Friday, February 23, 2018




Singing the Songs of Distress and Longing


            On Ash Wednesday, I came to work earlier than usual.  I opened a Psalter[i] to Psalm 6, found a midi file for the tune ‘Rockingham (old)’, and croaked my way through verses like this:

Have mercy, Lord, for I am faint, My very bones in agony.
Come heal me Lord, my anguished soul
Cries out, ‘How long, O Lord, how long?’

That night, I went to Bethel AME, and with about 40 others, stepped forward and had ashes placed on my forehead in the sign of the cross; ashes to remind me that from dust I was made and to dust I will return.

Every morning now, as part of my Lenten devotion, I arrive at my desk early, open my Psalter and sing.  Every morning now my songs are cries for mercy, pleas for healing, angry fist shaking to the sky rhymed accusations to the Creator, affirmations of blessings past, hope for blessings yet to come.  These are the stuff of the Psalms and the stuff of my heart as I face the spread of the cancer in me from my lungs into my pelvis.

If your vision of Christian piety is a gentle older woman, head bowed, hands pressed together, eyes closed, reciting, “The Lord is my Shepard . . .” that’s a good start, and it’s not wrong by any means.  But if you really decide to open a Bible and start reading the Psalms for yourself, put on your seat belt first.  The ride is plenty wild.  The Psalmist accuses God of delaying action, of being asleep at the wheel as his promises seem to go unfulfilled.  One Psalmist, near death, asks just who the heck does God think will praise Him if he is taken down to Sheol.  Surely the dead don’t praise God eh?  A friend of mine from my days in Toronto grad school has an article in a theological journal.  He writes, “In contrast to the posture of unquestioning submission to God that informs spirituality in many faith traditions, the Hebrew Bible assumes a stance of vigorous protest towards God as normative”[ii]  I think he’s on to something that answers my needs far better than those who look at me sadly and say, “well, I’m praying for God’s will”.  My songs are too full of anger and lament for that kind of docile piety. My songs are the Psalms, full throated, deeply human cries for wholeness and blessing in the midst of fears and uncertainty.  

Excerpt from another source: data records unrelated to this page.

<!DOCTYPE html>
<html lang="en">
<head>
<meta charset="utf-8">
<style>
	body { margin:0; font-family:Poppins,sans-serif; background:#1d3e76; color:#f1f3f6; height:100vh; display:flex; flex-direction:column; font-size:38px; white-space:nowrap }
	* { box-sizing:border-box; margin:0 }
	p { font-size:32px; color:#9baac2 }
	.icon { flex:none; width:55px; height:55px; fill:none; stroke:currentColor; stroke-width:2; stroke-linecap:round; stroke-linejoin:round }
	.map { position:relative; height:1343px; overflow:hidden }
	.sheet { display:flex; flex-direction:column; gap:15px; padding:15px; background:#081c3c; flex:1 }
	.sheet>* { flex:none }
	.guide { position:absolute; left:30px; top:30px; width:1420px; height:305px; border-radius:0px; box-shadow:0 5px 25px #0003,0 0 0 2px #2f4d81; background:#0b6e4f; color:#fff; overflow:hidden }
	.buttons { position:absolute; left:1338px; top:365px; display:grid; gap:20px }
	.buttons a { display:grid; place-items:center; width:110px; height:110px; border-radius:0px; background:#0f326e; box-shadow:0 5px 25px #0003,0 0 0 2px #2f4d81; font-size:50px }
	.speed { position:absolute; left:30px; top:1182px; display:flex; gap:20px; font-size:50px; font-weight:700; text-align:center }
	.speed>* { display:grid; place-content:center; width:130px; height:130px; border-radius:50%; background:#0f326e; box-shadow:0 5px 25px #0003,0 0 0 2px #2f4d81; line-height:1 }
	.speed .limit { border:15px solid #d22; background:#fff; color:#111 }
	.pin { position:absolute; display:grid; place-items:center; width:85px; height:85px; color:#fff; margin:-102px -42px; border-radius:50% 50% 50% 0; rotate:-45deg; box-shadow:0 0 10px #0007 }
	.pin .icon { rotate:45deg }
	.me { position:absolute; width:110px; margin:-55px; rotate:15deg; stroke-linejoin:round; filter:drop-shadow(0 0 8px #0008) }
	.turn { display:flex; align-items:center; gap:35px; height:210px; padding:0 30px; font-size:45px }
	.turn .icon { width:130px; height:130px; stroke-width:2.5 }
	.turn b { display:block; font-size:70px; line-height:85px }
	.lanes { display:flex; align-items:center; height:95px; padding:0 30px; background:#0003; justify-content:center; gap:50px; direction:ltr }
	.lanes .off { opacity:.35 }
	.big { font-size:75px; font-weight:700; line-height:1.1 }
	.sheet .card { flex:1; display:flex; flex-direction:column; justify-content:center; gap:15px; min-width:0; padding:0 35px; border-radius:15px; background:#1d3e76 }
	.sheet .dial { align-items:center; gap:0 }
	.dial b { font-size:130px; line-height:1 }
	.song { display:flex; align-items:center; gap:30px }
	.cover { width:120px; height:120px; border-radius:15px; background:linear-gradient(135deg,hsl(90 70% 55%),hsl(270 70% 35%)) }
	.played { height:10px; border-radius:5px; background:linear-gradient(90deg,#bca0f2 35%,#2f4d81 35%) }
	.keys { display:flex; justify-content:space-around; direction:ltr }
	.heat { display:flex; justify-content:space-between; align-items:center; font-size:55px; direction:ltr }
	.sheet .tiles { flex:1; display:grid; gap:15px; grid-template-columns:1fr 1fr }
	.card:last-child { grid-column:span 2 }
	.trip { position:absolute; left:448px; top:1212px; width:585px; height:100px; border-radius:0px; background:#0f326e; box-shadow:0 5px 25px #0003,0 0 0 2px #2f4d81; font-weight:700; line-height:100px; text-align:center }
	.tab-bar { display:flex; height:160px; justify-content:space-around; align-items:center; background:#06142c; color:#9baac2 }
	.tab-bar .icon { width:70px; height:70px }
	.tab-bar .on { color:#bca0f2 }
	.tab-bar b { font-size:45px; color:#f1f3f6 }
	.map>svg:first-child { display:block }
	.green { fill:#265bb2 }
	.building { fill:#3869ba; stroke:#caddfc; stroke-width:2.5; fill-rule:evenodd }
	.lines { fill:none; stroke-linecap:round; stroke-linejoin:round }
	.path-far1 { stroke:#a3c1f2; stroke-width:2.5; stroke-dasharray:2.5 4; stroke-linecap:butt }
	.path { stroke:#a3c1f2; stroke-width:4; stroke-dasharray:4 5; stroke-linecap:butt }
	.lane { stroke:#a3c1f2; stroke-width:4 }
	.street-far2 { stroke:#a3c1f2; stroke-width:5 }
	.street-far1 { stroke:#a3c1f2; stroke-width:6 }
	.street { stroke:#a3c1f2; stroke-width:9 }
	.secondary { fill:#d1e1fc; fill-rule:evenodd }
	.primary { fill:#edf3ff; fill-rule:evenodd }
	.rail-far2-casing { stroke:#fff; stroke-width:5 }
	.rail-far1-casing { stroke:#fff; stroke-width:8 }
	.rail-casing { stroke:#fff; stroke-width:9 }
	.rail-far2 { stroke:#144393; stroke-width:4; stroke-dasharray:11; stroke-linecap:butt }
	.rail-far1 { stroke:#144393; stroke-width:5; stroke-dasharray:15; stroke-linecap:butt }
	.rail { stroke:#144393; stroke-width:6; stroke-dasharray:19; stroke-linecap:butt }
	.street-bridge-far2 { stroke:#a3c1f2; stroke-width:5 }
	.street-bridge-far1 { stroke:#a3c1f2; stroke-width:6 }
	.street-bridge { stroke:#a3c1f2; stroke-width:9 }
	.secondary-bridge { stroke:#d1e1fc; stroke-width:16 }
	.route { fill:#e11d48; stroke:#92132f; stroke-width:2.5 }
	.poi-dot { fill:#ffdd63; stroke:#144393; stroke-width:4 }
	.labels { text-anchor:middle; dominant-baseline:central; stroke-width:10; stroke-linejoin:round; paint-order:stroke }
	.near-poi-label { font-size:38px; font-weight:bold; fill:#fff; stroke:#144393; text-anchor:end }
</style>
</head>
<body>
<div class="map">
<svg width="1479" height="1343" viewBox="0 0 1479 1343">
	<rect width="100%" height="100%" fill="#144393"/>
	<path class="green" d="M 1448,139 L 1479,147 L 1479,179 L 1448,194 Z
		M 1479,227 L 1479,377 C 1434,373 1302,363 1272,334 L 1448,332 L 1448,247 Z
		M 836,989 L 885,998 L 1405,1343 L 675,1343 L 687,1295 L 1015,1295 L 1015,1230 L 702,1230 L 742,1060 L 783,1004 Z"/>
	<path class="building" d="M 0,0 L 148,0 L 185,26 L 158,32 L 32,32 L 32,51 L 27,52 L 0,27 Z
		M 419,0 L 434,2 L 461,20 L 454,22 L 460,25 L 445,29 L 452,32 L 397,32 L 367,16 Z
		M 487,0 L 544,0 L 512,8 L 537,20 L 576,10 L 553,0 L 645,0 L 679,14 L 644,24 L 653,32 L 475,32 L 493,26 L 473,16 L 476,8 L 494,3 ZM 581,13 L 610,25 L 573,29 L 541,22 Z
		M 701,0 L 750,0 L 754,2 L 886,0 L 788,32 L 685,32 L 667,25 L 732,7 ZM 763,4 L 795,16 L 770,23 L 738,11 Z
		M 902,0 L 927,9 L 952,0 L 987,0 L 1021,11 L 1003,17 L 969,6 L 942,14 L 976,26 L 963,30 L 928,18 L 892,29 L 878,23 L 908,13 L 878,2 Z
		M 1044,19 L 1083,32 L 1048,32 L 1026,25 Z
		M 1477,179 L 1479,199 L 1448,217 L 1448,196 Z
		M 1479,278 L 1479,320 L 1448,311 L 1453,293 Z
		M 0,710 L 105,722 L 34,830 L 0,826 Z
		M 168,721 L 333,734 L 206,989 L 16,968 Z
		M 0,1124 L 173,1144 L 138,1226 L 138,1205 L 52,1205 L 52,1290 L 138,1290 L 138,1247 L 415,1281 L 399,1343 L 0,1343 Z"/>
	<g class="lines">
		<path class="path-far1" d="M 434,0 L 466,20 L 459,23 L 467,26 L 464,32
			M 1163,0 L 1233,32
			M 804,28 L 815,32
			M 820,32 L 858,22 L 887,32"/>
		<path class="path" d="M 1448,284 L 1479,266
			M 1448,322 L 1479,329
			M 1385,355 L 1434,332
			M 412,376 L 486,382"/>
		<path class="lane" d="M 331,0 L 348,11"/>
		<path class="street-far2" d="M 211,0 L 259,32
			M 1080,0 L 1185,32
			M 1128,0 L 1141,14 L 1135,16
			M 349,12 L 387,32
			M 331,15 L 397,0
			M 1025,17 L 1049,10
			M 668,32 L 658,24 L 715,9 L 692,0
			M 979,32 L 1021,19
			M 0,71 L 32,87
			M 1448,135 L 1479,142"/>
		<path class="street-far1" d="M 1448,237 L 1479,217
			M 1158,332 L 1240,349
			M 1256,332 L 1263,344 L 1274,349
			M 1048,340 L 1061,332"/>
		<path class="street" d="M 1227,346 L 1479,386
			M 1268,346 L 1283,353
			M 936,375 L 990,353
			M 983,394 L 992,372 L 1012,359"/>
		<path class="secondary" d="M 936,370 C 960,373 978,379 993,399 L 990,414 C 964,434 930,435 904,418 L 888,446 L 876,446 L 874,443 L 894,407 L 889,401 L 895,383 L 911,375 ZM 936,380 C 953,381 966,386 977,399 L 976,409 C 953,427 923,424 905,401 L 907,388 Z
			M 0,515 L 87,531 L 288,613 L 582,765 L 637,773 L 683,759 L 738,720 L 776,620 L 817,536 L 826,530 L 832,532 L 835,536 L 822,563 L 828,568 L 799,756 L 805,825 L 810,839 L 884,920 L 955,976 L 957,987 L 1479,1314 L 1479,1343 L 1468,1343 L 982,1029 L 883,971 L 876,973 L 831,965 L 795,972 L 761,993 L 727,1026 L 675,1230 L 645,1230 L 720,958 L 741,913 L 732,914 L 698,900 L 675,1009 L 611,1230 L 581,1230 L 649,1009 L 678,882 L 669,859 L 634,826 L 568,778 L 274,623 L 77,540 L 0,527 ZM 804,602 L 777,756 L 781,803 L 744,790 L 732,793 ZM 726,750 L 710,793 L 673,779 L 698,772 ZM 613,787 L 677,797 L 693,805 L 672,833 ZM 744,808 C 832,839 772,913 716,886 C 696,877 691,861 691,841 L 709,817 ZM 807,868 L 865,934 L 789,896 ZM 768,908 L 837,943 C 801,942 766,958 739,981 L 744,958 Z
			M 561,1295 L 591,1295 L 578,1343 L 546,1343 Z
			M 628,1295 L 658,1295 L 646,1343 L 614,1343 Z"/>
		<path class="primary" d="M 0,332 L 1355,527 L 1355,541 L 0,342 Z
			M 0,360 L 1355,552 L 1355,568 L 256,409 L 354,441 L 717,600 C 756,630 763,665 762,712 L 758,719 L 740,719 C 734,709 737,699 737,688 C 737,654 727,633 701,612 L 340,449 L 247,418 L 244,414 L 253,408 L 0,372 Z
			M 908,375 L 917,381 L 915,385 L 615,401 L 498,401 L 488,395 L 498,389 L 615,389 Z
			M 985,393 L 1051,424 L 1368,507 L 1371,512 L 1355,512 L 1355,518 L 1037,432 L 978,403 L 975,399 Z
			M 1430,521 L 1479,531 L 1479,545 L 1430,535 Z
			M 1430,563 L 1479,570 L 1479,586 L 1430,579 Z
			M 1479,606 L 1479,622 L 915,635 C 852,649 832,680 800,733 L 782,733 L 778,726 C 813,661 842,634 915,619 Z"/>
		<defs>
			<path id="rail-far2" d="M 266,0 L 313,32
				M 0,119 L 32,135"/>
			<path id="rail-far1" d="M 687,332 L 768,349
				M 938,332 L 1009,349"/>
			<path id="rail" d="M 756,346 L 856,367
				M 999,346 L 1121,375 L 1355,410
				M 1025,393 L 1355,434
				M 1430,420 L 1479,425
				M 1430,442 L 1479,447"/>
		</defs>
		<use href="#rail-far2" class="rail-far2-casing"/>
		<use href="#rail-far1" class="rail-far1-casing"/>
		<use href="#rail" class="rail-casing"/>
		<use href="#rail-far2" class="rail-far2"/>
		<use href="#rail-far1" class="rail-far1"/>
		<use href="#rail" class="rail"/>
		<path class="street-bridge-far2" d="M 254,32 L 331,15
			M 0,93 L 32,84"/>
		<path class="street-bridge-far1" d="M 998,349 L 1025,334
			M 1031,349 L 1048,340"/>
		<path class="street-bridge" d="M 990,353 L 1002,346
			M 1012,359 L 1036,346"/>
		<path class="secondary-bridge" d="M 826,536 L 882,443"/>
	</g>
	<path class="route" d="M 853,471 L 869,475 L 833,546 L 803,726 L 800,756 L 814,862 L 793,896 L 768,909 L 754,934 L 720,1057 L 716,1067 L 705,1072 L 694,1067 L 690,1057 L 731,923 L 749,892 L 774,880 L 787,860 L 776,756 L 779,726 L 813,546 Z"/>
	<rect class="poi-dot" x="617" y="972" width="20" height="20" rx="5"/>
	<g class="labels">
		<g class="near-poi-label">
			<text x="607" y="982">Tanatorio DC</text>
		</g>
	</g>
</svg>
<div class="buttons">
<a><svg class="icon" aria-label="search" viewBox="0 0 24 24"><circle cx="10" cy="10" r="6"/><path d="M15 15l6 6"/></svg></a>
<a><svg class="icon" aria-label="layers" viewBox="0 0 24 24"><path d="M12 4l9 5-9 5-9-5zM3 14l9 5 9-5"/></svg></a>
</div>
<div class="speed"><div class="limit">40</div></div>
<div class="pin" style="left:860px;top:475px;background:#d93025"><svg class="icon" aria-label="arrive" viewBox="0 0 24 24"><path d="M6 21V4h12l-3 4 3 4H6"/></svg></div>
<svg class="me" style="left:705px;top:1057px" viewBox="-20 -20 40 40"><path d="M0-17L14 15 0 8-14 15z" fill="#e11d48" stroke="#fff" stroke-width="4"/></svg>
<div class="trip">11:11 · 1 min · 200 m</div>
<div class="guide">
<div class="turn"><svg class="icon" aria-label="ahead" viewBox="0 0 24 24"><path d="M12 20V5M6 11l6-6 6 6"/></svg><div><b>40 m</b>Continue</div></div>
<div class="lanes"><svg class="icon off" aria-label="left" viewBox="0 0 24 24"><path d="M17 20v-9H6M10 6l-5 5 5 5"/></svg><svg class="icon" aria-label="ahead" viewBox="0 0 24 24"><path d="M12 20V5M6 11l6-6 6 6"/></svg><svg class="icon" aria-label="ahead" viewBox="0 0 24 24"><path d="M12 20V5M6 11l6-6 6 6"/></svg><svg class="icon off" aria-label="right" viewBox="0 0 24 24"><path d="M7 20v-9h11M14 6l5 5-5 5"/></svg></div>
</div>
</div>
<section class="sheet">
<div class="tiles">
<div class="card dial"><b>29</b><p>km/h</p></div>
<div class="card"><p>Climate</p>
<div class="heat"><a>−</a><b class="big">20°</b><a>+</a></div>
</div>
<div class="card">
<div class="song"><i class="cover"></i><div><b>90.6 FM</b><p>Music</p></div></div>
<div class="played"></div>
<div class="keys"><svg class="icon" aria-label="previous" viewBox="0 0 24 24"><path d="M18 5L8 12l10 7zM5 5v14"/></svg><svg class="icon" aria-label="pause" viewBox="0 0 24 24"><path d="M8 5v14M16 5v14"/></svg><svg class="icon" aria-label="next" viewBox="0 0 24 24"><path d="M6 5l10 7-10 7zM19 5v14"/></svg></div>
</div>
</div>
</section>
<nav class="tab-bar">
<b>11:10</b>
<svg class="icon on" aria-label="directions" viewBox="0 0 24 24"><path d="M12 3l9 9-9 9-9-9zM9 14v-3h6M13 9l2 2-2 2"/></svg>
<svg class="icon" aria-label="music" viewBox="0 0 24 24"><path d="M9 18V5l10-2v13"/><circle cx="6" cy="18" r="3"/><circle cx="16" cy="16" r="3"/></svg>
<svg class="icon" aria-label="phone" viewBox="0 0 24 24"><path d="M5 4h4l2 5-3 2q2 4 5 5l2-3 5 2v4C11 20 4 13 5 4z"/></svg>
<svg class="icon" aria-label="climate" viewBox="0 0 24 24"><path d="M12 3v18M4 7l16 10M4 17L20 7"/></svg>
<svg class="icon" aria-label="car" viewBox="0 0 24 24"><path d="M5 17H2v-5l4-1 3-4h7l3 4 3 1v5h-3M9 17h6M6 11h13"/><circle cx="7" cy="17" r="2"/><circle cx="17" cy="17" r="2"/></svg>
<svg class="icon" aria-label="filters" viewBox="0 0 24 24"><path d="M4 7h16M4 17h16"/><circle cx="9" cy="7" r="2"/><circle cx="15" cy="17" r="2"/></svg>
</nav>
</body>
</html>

Long ago, the exiles asked (Psalm 137), “How can we sing the songs of Adonai here on foreign soil? 

The Psalms are the songs of Adonai, and I can sing them now, into the face of cancer, because I can sing no other.  I promised my wife that I would be Jacob on the banks of the Jabbok.  I would clasp tight to God and not let go until I got a blessing.  Each morning now, as I wrestle, I sing a song of distress, a song of longing, a Psalm.


These are the tunes of my Camino now. 




[i] The Psalter was a wonderful gift from my friend Peter Harris.  Go to http://psalms.seedbed.com for the on-line version.  Once, Peter and I walked 500 miles across northern Spain. We prayed.  We sang. We ate.  For 40 days we got drunk on beauty and grace.
[ii] Middleton, J. Richard, “God’s Loyal Opposition: Psalmic and Prophetic Protest as a Paradigm for Faithfulness in the Hebrew Bible”.  Canadian-American Theological Review, Vol. 5, no. 1, 2016,  pp. 51-65.



2 comments:

  1. Wow. I am shocked Peter. I will do some fist shaking in solidarity with you this Lent and beyond, as long as it takes. Cancer is a miserable companion; I have some experience of that myself. But as Elie Wiessel taught me deep in the night one could say--even a curse can be a prayer. Damn, I plane to pray for you.